-- Directions for this task --
Look through the lines below, find those with the word "أبزاخ", and copy them.
# # # # # # #
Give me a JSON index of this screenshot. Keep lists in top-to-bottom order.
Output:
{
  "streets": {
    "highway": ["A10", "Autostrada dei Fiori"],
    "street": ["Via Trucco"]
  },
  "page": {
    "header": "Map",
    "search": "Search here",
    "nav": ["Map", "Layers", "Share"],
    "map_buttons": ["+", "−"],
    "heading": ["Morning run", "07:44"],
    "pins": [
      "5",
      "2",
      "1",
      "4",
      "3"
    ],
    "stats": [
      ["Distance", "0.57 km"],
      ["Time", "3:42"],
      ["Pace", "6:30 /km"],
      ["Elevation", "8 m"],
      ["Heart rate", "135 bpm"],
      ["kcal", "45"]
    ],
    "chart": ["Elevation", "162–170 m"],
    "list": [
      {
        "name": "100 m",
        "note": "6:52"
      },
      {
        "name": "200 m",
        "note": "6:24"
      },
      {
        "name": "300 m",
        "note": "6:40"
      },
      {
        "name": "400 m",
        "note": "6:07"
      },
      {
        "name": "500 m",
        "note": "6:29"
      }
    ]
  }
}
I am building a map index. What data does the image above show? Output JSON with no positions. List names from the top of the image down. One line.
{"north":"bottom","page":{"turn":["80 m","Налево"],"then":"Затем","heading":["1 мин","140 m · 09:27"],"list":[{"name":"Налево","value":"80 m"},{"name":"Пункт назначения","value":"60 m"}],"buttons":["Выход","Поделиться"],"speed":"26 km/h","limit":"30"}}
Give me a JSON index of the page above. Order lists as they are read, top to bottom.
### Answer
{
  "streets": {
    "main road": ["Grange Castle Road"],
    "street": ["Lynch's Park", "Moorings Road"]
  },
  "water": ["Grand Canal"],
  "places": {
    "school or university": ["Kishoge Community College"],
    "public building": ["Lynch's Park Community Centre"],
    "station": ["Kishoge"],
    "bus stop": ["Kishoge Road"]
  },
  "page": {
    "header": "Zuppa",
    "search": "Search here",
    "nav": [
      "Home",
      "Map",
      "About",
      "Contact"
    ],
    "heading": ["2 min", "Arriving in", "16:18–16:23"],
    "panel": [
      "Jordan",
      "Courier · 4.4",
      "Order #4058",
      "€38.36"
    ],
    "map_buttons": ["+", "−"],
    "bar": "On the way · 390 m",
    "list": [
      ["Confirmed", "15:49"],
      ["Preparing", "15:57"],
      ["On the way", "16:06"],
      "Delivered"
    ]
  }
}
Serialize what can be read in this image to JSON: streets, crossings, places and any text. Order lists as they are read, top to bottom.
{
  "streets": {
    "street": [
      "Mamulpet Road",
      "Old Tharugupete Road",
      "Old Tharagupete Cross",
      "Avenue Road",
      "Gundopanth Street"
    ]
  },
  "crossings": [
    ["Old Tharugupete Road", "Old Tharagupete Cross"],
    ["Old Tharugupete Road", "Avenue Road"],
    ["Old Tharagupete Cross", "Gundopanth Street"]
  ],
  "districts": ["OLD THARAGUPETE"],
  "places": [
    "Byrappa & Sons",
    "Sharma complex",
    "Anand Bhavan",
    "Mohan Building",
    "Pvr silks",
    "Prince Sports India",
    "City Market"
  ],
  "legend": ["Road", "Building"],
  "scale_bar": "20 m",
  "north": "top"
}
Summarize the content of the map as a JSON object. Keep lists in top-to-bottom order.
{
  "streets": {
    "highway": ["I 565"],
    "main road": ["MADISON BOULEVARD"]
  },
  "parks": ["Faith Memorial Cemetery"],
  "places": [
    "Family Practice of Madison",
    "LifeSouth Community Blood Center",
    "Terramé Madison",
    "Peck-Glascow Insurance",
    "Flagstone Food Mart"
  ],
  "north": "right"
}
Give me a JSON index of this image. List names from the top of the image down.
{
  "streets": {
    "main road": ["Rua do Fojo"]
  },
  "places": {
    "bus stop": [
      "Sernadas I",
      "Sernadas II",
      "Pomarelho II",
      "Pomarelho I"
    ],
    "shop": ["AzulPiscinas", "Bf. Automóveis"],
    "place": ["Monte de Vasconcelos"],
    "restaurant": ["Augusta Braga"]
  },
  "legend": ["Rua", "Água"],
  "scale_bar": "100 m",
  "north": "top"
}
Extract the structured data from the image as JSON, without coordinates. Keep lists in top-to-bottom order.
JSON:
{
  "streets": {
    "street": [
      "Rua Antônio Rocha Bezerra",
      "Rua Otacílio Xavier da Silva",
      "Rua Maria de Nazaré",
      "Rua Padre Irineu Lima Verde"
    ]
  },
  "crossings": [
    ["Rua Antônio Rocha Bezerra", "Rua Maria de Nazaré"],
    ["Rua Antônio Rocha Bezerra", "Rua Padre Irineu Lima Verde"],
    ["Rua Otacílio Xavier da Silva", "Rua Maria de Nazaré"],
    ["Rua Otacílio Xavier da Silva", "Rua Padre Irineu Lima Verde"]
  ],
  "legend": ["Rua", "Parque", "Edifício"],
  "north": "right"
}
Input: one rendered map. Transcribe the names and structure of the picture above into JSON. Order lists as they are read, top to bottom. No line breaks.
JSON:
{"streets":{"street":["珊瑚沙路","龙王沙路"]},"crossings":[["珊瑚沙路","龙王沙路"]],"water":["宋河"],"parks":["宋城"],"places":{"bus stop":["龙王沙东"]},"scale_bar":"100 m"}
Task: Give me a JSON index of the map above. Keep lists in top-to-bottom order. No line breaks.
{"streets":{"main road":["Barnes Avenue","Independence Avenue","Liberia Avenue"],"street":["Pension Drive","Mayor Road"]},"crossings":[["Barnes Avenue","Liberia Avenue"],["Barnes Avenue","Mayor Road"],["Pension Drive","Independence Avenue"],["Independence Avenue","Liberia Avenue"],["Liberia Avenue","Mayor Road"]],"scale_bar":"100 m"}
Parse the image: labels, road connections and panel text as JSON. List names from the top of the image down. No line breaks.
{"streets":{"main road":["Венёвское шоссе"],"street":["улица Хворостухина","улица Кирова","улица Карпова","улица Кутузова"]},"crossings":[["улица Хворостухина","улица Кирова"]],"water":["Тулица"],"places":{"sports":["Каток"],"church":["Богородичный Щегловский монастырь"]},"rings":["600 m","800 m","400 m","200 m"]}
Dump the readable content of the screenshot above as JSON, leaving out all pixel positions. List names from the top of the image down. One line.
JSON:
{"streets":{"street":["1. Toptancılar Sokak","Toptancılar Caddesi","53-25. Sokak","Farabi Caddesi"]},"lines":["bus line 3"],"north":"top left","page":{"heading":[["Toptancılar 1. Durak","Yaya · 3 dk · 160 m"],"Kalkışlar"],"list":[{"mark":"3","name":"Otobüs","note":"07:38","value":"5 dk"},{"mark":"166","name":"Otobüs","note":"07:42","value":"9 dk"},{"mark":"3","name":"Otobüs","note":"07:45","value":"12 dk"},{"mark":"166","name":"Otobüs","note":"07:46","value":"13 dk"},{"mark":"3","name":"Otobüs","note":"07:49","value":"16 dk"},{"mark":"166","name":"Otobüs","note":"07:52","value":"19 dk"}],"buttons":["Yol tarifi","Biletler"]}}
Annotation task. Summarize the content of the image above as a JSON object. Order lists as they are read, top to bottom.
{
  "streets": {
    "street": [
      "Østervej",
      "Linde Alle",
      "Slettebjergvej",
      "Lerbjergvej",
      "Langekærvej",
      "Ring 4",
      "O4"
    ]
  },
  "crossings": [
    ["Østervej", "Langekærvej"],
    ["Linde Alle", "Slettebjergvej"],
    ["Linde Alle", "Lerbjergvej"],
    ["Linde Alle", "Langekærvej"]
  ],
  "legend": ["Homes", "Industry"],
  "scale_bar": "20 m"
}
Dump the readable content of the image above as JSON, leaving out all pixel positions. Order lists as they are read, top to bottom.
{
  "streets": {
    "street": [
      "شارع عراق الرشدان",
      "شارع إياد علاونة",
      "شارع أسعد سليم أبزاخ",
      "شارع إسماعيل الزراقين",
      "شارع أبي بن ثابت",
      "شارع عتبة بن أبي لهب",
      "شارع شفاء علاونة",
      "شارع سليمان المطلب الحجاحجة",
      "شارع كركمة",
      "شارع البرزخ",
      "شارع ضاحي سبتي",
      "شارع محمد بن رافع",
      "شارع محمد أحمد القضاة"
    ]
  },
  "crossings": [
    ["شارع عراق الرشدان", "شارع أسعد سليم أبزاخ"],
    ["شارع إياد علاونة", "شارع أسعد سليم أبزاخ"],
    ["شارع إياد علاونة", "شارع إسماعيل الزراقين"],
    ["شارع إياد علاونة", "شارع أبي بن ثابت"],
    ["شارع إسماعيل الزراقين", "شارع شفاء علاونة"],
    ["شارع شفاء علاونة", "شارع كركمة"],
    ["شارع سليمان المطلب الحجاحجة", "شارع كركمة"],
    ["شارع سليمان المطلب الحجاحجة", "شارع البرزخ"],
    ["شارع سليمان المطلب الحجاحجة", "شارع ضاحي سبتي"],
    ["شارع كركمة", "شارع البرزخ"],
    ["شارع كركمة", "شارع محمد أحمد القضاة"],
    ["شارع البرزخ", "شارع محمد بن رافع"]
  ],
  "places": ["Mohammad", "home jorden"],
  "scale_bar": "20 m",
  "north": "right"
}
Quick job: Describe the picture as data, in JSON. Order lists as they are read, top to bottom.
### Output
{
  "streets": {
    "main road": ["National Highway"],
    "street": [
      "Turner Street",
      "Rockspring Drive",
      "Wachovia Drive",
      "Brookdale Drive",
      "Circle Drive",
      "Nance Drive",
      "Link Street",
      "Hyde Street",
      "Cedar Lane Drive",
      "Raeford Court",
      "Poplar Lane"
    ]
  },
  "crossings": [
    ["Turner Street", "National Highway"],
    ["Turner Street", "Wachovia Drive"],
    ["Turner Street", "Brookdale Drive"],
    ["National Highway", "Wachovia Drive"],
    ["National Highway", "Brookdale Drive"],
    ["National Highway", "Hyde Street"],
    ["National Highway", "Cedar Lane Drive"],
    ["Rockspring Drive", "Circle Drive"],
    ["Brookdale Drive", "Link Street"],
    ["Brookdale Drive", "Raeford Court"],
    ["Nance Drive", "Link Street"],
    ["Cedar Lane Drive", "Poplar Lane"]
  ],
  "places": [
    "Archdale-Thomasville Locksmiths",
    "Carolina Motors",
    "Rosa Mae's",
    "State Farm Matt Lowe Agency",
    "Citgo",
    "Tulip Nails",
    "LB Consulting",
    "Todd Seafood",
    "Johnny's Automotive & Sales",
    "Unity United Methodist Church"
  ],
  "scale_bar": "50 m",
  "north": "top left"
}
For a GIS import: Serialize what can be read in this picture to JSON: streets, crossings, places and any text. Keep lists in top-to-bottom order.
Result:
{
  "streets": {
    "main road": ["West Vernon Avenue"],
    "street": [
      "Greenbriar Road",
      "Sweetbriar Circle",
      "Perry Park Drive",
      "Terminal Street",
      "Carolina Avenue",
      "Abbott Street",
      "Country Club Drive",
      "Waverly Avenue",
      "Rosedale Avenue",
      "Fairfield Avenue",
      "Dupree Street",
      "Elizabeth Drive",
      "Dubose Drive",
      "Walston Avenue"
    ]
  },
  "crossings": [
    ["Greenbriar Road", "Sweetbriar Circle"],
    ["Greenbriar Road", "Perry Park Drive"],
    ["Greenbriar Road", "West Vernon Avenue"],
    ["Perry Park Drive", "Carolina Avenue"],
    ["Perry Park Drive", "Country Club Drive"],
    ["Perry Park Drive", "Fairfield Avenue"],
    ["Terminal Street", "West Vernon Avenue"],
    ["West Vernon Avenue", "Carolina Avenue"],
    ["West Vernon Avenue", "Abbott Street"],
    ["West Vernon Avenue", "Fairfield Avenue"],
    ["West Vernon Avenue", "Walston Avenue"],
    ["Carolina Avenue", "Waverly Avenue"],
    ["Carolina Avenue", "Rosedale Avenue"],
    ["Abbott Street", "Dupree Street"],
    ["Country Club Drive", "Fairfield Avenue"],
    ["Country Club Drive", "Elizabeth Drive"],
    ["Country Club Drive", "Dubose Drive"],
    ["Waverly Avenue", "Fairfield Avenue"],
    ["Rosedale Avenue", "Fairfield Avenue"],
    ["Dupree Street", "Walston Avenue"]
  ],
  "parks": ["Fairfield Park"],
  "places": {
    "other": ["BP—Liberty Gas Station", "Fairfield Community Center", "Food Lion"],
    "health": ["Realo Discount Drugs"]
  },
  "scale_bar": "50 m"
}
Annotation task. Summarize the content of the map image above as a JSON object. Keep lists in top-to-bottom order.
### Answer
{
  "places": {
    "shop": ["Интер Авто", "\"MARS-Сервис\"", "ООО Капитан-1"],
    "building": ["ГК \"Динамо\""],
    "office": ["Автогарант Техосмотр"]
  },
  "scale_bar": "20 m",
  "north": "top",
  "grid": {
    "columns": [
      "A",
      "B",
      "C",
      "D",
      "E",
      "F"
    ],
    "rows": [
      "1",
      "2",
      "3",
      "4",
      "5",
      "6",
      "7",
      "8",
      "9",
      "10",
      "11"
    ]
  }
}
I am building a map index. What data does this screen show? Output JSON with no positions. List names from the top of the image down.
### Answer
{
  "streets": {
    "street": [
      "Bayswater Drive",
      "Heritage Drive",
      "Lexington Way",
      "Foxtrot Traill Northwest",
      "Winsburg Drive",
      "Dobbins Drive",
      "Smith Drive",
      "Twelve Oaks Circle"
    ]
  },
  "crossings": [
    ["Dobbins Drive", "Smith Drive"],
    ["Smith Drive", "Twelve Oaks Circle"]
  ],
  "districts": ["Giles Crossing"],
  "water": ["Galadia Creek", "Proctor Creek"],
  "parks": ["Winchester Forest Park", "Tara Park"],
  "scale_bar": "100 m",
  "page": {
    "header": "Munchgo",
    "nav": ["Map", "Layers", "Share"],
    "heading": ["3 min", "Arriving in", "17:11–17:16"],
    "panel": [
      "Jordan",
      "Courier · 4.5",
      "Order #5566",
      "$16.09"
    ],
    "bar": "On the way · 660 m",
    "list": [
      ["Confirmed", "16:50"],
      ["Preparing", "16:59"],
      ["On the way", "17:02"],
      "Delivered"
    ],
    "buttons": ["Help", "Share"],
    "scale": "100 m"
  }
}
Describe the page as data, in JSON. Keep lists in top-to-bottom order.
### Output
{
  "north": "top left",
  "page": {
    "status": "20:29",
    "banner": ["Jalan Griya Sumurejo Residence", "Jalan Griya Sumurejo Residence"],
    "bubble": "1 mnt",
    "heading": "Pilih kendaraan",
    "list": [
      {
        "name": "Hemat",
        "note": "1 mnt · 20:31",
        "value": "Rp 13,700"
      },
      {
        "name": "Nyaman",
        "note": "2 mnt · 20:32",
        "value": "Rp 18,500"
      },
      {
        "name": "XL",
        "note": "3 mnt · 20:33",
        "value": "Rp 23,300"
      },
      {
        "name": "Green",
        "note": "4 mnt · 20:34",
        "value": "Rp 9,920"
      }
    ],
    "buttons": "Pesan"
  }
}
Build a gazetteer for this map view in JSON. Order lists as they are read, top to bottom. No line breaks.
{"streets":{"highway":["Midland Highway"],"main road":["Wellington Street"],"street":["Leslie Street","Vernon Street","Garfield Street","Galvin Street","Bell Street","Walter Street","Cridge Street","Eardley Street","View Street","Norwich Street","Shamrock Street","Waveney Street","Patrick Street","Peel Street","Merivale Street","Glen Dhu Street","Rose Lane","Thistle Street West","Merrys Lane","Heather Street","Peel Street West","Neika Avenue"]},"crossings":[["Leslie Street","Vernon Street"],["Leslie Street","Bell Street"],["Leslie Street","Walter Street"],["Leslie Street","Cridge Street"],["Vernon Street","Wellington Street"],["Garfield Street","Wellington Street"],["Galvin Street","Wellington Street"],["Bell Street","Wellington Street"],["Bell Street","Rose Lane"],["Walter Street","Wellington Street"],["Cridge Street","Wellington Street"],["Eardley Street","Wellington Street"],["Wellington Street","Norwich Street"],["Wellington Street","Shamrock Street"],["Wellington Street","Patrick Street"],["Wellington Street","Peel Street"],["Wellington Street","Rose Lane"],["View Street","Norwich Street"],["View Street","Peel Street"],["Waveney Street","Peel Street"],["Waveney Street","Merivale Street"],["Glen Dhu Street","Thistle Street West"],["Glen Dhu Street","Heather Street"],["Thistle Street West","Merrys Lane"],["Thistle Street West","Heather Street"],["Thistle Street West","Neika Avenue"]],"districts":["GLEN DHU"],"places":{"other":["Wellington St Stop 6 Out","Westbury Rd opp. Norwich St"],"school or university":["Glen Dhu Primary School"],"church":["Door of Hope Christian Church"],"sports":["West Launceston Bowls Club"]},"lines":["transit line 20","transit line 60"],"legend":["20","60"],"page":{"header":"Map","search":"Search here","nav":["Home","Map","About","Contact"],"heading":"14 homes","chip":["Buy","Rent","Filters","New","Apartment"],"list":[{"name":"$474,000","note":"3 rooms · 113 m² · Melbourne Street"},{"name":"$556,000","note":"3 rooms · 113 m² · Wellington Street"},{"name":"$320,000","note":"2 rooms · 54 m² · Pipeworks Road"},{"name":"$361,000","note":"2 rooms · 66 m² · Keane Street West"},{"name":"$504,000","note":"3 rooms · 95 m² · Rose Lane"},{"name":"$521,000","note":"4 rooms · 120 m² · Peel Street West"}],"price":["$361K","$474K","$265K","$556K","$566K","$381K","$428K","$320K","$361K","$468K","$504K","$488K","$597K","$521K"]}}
# # # # # # #
-- Response below --
      "شارع أسعد سليم أبزاخ",
    ["شارع عراق الرشدان", "شارع أسعد سليم أبزاخ"],
    ["شارع إياد علاونة", "شارع أسعد سليم أبزاخ"],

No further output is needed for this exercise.